Task to complete: Output the full listing below exactly as it reads, and skip anything that is a picture.

Data block:

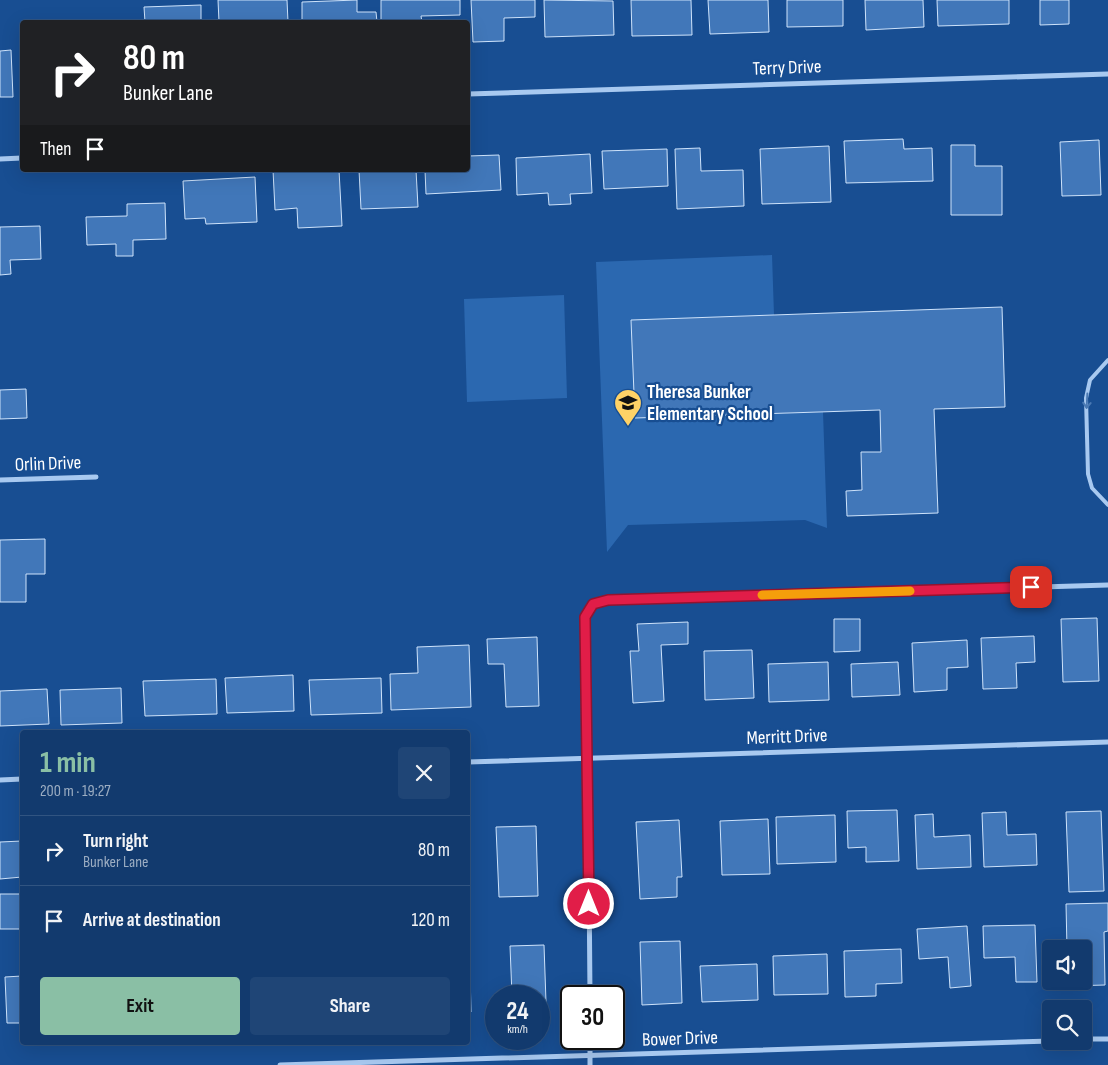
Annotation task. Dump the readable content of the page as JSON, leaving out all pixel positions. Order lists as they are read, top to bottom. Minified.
{"streets":{"street":["Terry Drive","Orlin Drive","Merritt Drive","Bower Drive"]},"places":{"school or university":["Theresa Bunker Elementary School"]},"page":{"turn":["80 m","Bunker Lane"],"then":"Then","heading":["1 min","200 m · 19:27"],"list":[{"name":"Turn right","note":"Bunker Lane","value":"80 m"},{"name":"Arrive at destination","value":"120 m"}],"buttons":["Exit","Share"],"speed":"24 km/h","limit":"30"}}
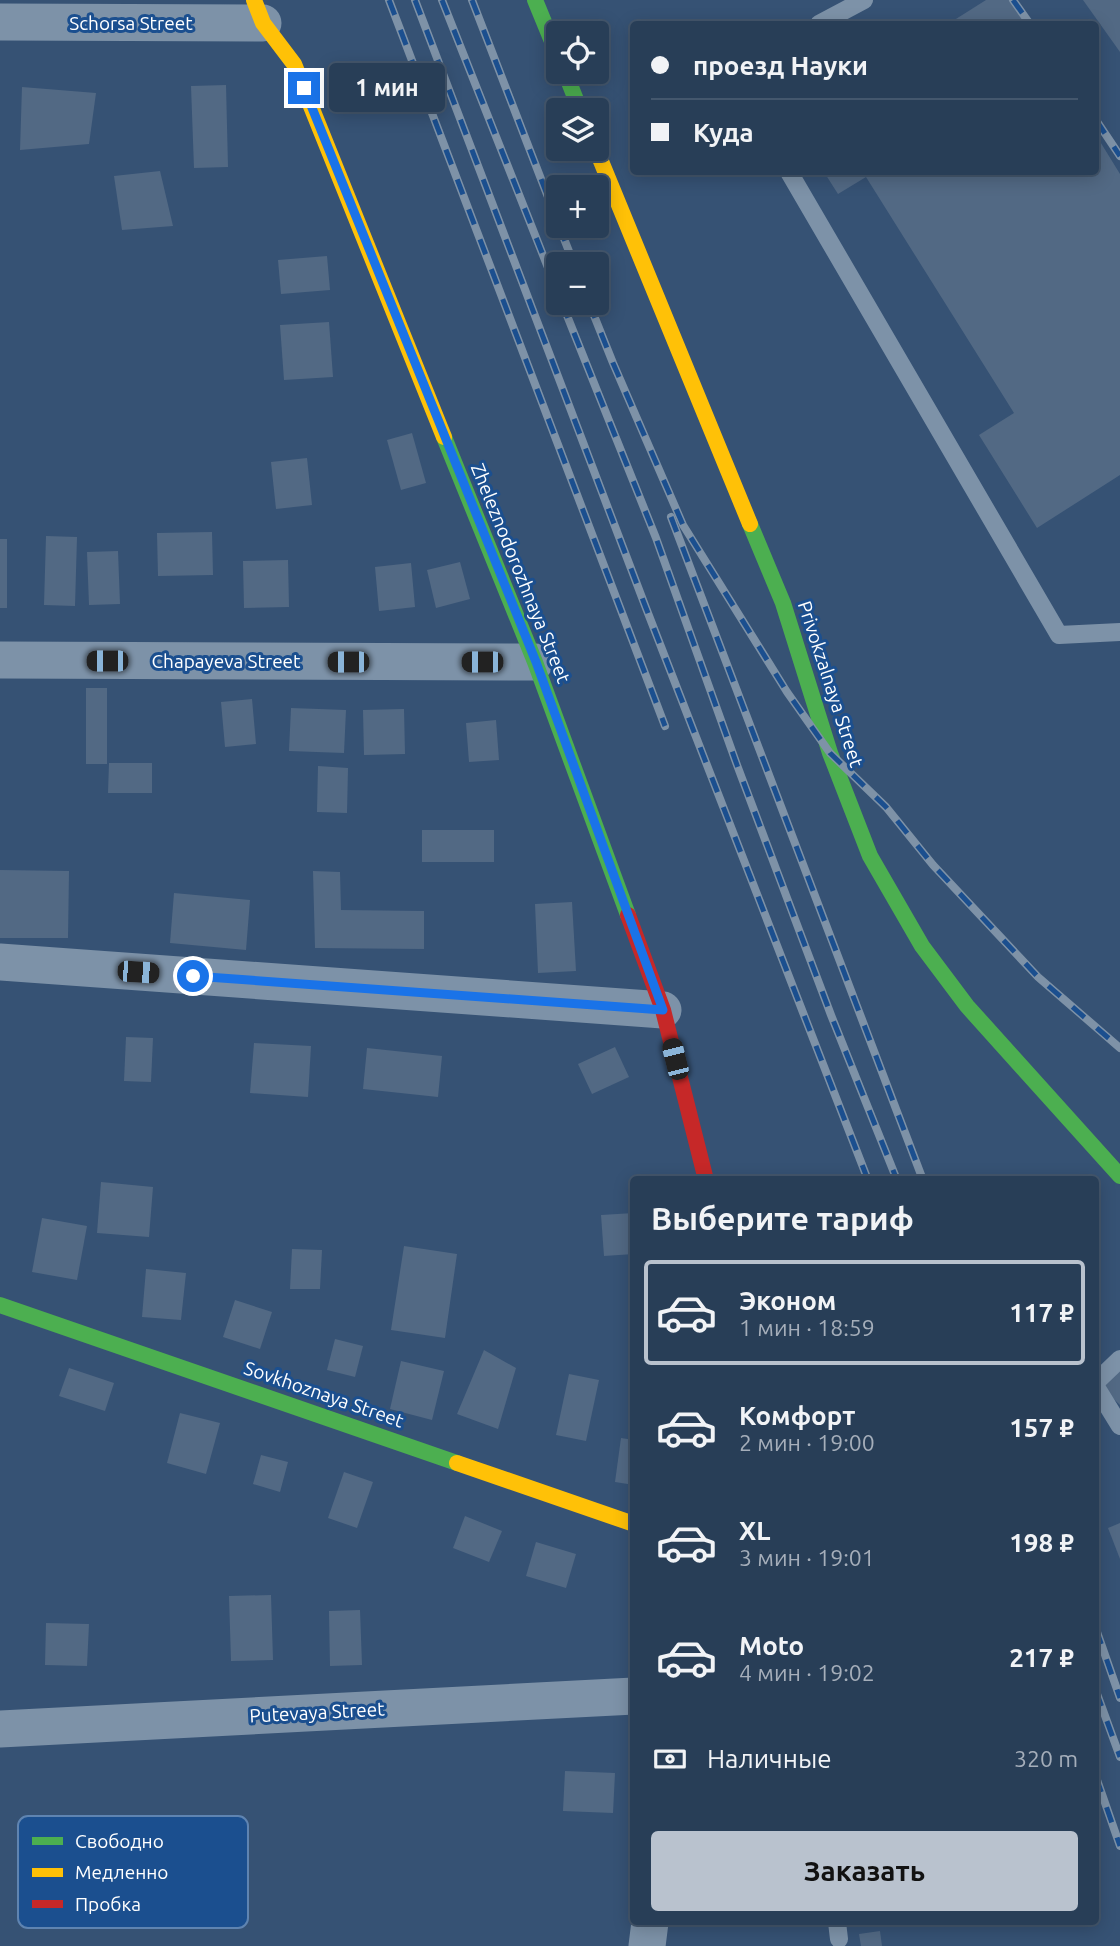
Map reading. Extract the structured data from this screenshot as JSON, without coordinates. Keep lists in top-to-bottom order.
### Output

Exercise solution:
Annotation task. Dump the readable content of the page as JSON, leaving out all pixel positions. Order lists as they are read, top to bottom. Minified.
{"streets":{"street":["Terry Drive","Orlin Drive","Merritt Drive","Bower Drive"]},"places":{"school or university":["Theresa Bunker Elementary School"]},"page":{"turn":["80 m","Bunker Lane"],"then":"Then","heading":["1 min","200 m · 19:27"],"list":[{"name":"Turn right","note":"Bunker Lane","value":"80 m"},{"name":"Arrive at destination","value":"120 m"}],"buttons":["Exit","Share"],"speed":"24 km/h","limit":"30"}}
Map reading. Extract the structured data from this screenshot as JSON, without coordinates. Keep lists in top-to-bottom order.
### Output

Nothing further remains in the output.